The parable is normally interpreted as being that the Jews were the people originally invited to the wedding feast but turned away and that the people now invited are the Gentiles [ie non-Jews] who become followers of Jesus. But the parable doesn't end where I finished it above. When everyone is in the feast the king comes through the banqueting hall and finds one person in unacceptable clothes and kicks him out. I always thought this totally unfair, I mean here was someone dragged off the streets and now being complained at for not wearing decent clothes! People then interpret the parable with questions like: How should we dress for Christ's wedding?

Now that brings me on to how we see the Bible as a historical document. The original writers wrote within a context or as I like to put it 'they saw life through a grid'. We as readers of the Bible read within a different context or 'we see life through a grid but a very different grid'. In the example of this parable we don't know one vital part of Middle Eastern custom - something I learnt at that meal on the banks of the Nile - that when an important person throws a wedding banquet they provide new 'wedding clothes' for all the guests to change into when they come into the banquet. So the person thrown out had decided not to accept the gift of clothes from the king! Quite a different slant on the story.
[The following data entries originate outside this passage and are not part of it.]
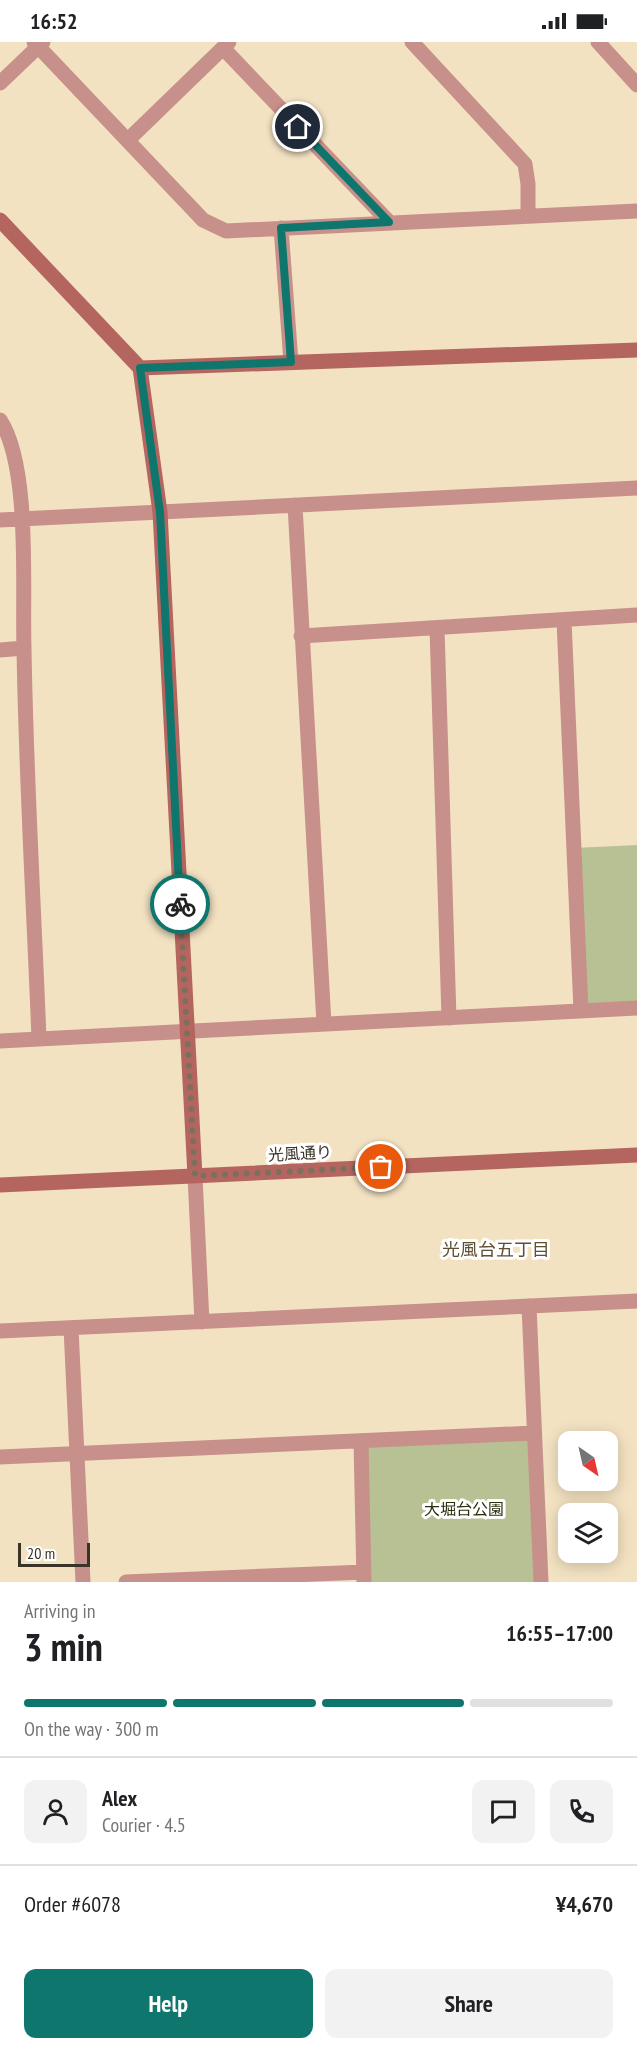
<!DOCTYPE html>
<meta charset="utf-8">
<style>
:root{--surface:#fff;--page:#f2f2f2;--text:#202124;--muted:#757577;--line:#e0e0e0;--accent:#0f766e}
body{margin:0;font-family:"PT Sans Narrow","Noto Sans JP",sans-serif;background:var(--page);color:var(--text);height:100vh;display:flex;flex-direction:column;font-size:22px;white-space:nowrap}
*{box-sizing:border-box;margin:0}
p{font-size:20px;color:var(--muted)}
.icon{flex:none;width:33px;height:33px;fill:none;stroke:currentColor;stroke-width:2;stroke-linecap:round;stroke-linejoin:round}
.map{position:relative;height:1540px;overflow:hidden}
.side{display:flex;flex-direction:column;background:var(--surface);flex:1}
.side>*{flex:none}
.needle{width:39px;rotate:146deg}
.buttons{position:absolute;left:558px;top:1389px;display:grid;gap:12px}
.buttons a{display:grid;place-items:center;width:60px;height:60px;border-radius:12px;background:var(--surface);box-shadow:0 3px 15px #0003;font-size:30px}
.scale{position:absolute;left:18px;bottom:15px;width:72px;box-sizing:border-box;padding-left:6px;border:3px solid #3a3327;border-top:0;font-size:16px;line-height:21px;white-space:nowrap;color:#3a3327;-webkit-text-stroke:4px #fff;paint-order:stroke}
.pin{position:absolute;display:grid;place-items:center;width:51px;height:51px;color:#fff;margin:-26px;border:3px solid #fff;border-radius:50%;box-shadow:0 2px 6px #0007}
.courier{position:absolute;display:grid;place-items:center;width:60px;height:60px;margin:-30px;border:4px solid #0f766e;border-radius:50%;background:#fff;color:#222;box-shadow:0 2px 8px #0007}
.head em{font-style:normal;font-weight:800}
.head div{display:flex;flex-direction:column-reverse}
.head{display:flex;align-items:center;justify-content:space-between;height:102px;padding:0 24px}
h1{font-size:39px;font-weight:800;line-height:45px}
.bar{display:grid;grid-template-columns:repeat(4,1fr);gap:9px 6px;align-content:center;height:72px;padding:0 24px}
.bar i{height:8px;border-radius:4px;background:var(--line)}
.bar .current{background:var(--accent)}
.bar p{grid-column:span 4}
.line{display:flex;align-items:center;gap:15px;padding:0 24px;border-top:2px solid var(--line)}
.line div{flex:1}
.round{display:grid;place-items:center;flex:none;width:63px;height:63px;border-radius:12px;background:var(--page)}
.cta{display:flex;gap:12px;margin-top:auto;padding:12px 24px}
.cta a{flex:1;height:69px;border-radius:12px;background:var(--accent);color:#fff;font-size:24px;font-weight:800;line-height:69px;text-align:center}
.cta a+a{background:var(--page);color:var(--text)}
.status{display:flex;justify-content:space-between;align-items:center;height:42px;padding:0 30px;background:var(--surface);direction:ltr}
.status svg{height:16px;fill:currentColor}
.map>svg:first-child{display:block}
.park{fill:#b8c193}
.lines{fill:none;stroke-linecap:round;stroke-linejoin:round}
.street{stroke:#c8908b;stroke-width:15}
.secondary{stroke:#b5655f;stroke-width:15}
.done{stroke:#7b705d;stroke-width:6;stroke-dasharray:0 10.8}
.route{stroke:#0f766e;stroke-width:8}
.labels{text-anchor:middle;stroke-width:6;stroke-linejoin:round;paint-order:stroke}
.street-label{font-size:16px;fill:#3a3327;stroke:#fff}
.park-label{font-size:16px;fill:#2b2f10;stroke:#fff}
.neighbourhood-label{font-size:18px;fill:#5f5035;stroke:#fff}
</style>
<div class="status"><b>16:52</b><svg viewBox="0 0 49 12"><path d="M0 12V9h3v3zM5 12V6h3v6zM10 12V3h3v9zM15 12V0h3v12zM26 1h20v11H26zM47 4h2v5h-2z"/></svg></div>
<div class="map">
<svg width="637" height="1540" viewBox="0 0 637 1540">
<rect width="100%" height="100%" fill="#f3e2c2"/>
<path class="park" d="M 637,803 L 637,966 L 581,969 L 574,806 Z
M 534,1391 L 541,1540 L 364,1540 L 361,1399 Z"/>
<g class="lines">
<path class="street" d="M 34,0 L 203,178 L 226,189 L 637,169
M 412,0 L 525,122 L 528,142 L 528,174
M 598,0 L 637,43
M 223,6 L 389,180
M 0,41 L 43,0
M 128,98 L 229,0
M 281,186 L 291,320
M 0,378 C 31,425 22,548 24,606 C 26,737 34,867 39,997
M 295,463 L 324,982
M 0,478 L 637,446
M 564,578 L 581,969
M 437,586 L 449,976
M 301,594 L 637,573
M 0,608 L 24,606
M 0,999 L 637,966
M 195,1134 L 202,1280
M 529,1264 L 541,1540
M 71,1286 L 83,1540
M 0,1289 L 637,1259
M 361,1399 L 364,1540
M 0,1415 L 534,1391
M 126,1540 L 364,1530"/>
<path class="secondary" d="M 0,178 L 140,326 L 160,470 L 195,1134
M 140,326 L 637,308
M 0,1143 L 637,1113"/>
</g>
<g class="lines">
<path class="done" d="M 180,862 L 195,1134 L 381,1125"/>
<path class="route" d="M 180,862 L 160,470 L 140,326 L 291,320 L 281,186 L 389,180 L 298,85"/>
</g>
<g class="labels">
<g class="street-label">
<text transform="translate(300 1111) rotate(-3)" y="6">光風通り</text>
</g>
<g class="park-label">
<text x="464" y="1473">大堀台公園</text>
</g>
<g class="neighbourhood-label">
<text x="496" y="1214">光風台五丁目</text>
</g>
</g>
</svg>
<div class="buttons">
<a><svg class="needle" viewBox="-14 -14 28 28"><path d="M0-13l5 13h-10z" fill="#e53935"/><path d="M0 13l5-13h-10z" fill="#757577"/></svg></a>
<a><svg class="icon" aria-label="layers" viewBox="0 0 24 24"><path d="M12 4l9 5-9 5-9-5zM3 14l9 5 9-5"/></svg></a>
</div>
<div class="scale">20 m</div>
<div class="pin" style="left:381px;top:1125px;background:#ea580c"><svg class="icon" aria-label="bag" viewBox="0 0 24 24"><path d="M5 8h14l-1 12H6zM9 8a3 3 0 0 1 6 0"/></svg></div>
<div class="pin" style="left:298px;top:85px;background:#1f2937"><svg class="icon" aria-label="home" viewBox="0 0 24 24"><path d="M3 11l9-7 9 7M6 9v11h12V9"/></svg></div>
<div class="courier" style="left:180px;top:862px"><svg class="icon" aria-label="bike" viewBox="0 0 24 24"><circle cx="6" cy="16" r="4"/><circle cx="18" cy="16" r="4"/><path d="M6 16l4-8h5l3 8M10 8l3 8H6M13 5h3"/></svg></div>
</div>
<section class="side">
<div class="head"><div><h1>3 min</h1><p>Arriving in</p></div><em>16:55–17:00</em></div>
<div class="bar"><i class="current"></i><i class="current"></i><i class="current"></i><i></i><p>On the way · 300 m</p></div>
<div class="line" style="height:108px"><a class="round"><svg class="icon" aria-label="person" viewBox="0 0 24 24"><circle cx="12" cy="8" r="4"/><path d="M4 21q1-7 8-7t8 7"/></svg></a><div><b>Alex</b><p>Courier · 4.5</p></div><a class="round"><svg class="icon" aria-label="chat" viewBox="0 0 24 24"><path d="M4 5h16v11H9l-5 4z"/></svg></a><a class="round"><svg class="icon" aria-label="phone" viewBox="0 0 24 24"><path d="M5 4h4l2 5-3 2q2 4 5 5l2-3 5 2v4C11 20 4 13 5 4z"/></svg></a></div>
<div class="line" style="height:78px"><div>Order #6078</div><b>¥4,670</b></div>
<div class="cta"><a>Help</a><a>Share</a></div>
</section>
From that one example I often wonder how much of the Bible we miss. I also think how we need to be careful about the principles we draw out from the Bible and how trying to find really strict detail is pretty well impossible.

The Bible is a record of God's dealing with mankind. In that record it shows God speaking and interacting with men and women through the ages. The process of writing changed it from spoken word to written word. In a conversation there is space to ask questions for clarification, space to interact. Interaction with a written document is a one way process.
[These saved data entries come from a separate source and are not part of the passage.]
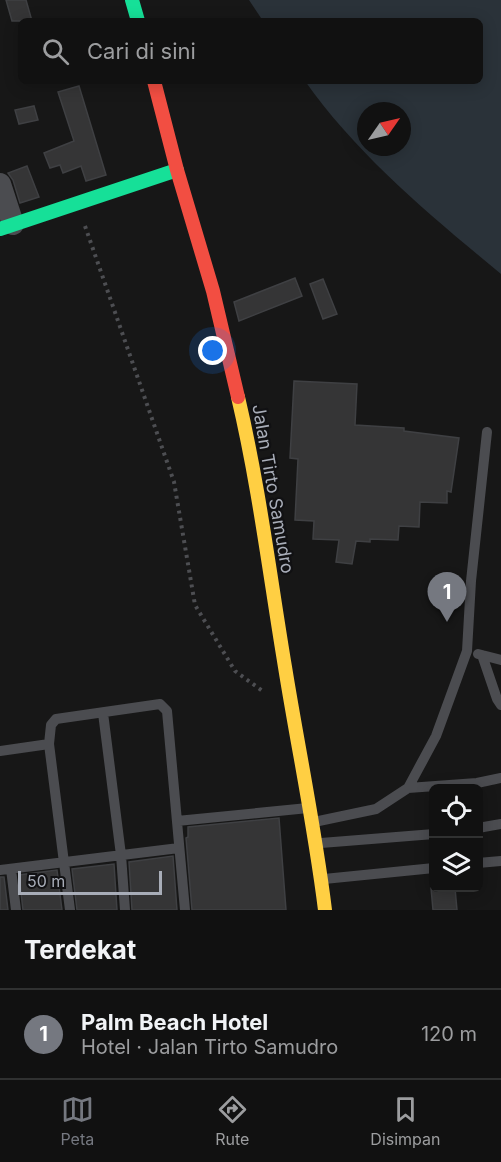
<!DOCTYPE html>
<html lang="id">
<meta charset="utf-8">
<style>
body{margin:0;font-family:Inter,sans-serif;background:#1a1a1a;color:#f1f3f6}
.controls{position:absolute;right:18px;bottom:18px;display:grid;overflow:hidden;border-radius:9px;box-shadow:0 3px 15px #0003}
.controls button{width:54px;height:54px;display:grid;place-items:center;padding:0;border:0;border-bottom:2px solid #303131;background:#111;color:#f1f3f6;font:30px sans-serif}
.compass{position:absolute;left:357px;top:102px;width:54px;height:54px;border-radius:50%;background:#111;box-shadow:0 3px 15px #0003;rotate:56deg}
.scale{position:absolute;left:18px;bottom:15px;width:144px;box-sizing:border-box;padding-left:6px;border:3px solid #a8adb8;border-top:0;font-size:16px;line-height:21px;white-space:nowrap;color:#a8adb8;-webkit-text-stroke:4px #111113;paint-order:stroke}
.you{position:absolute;left:213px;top:351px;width:21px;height:21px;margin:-15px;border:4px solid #fff;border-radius:50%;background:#1a73e8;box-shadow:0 0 0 9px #1a73e833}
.badge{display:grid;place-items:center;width:39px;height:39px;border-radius:50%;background:#757880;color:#fff;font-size:20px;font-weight:700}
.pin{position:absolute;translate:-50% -50px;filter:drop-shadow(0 2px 3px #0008)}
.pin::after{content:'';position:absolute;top:32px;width:21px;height:18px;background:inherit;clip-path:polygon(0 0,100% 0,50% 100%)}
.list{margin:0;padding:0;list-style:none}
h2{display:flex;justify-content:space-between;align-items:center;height:78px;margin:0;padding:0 24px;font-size:26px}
h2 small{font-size:20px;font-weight:400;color:#9c9d9f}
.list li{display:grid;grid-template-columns:39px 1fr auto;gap:18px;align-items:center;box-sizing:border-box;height:90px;padding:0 24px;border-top:2px solid #303131}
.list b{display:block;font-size:22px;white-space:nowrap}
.list p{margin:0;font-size:20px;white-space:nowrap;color:#9c9d9f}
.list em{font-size:20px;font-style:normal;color:#9c9d9f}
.icon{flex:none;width:33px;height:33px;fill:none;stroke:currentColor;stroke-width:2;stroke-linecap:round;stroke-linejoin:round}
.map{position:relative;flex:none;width:501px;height:910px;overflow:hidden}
.search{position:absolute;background:#111;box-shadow:0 3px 15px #0003;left:18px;right:18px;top:18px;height:66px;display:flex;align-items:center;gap:15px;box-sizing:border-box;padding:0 21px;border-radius:9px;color:#9c9d9f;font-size:22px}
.sheet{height:168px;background:#111}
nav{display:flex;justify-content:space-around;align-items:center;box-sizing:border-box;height:84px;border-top:2px solid #303131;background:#111;font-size:16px;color:#9c9d9f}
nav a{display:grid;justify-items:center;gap:3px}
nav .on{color:#757880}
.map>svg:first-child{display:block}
.water{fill:#2a3239;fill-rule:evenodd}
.building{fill:#353536;stroke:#3f4043;stroke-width:1.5}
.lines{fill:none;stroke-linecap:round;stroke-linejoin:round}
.path{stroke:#4d4e52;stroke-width:4;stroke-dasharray:3 4.5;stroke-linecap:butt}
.lane{stroke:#4b4c50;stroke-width:10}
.street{stroke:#4b4c50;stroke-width:22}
.fast{stroke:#16e098;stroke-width:14}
.slow{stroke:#ffcf43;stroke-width:14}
.jam{stroke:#f24e42;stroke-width:14}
.labels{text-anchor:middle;stroke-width:4.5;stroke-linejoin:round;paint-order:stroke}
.street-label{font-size:18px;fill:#a8adb8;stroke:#111113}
</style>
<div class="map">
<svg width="501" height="910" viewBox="0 0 501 910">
<rect width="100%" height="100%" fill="#171717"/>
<path class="water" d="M 249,0 L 501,0 L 501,274 C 431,216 358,156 305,81 L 480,81 L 480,21 L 263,21 ZM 366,111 L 402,111 L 402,147 L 366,147 Z"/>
<path class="building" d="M 6,0 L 26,0 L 32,21 L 12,21 Z
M 79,86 L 106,175 L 86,181 L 81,166 L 63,173 L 60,165 L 50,168 L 44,153 L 74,141 L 58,92 Z
M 34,106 L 38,120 L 19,124 L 15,110 Z
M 27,166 L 39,197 L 20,203 L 13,180 L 8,173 Z
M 295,278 L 302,296 L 239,321 L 234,302 Z
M 323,279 L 337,314 L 323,319 L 310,284 Z
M 294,381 L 357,384 L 355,425 L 404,428 L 404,431 L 459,438 L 451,492 L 447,491 L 447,503 L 420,502 L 419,527 L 399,526 L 398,540 L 370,539 L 370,542 L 356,541 L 352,564 L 336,562 L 339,540 L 313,539 L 314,521 L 295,520 L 298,459 L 290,458 Z
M 279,818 L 286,910 L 192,910 L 186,838 L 188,837 L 188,827 Z
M 173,856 L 177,910 L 132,910 L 129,862 Z
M 114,864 L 117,910 L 77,910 L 72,869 Z
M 57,870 L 62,910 L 23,910 L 19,875 Z
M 0,877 L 4,877 L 8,910 L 0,910 Z
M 431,888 L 455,888 L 457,910 L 433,910 Z"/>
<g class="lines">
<path class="path" d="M 85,226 L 174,482 L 195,605 L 235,671 L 264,692"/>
<path class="lane" d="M 478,654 L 501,660
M 482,655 L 497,699 L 501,705
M 103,713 L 121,855 L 125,910
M 49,744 L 70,910
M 0,751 L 49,744 L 51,725 L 56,719 L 160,704 L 167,711 L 185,910
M 408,788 L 477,783 L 501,778
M 177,821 L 308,808
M 314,822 L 376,809 L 408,788 L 436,736 L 467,651 L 471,581 L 487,432
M 478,828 L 501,824
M 321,843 L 434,834
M 478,863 L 501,861
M 11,869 L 16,910
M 0,870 L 179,848
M 324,879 L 434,868"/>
<path class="street" d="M 0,184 L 13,224"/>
<path class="fast" d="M 132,0 L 138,21
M 0,229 L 177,170"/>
<path class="slow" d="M 238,397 C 259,486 270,577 285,667 C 298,748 315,828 325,910"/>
<path class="jam" d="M 154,81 L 177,170 L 213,291 L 238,397"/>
</g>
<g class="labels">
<g class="street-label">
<text transform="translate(273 489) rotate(80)" y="6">Jalan Tirto Samudro</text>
</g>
</g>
</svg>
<div class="controls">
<button><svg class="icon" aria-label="locate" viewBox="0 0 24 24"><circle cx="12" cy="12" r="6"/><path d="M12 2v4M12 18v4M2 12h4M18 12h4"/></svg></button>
<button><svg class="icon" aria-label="layers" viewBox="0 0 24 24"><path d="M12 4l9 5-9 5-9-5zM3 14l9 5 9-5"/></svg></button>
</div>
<svg class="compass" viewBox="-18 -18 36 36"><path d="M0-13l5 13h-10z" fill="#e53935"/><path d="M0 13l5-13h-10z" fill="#9c9d9f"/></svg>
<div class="scale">50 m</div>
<div class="you"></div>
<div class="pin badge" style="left:447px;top:622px">1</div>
<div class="search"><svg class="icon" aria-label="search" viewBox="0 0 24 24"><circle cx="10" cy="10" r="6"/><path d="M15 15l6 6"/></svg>Cari di sini</div>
</div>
<section class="sheet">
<h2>Terdekat<small></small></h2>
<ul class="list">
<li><span class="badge">1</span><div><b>Palm Beach Hotel</b><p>Hotel · Jalan Tirto Samudro</p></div><em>120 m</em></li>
</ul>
</section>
<nav>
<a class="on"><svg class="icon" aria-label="map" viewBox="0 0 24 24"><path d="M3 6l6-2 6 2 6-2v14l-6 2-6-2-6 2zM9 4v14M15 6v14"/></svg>Peta</a>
<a><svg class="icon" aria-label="directions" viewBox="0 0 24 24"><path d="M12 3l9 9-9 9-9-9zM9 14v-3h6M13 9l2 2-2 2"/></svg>Rute</a>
<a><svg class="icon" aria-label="saved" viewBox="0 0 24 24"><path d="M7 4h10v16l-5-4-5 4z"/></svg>Disimpan</a>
</nav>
So coming back to the time I decided to follow Jesus:
'At that time I understood the former to mean that being a 'Christian' or 'saved' was something you could experientially know to be true. The latter being that the Holy Spirit today gives spiritual gifts to followers of Jesus, including the gifts of healing, prophecy, visions, other langauges etc.'
You can see that what I was doing was deciding to follow someone who is very much alive and who very much wants to communicate and interact with me. Not a legalistic set of rules but a relationship.

That has now become my starting point - not to interpret Jesus through the Bible but to interpret the Bible through my relationship with Jesus. OK, so what if I hear wrong? Well, I still treat the Bible as the 'ultimate authority in matters of faith and practice' which probably still makes me an evangelical but the concept of sola scriptura is something that I would now see as relegating God to being subservient to the Bible. God is alive and well and wants to communicate with us and not that 'that Scripture is the only inerrant rule for deciding issues of faith and morals'.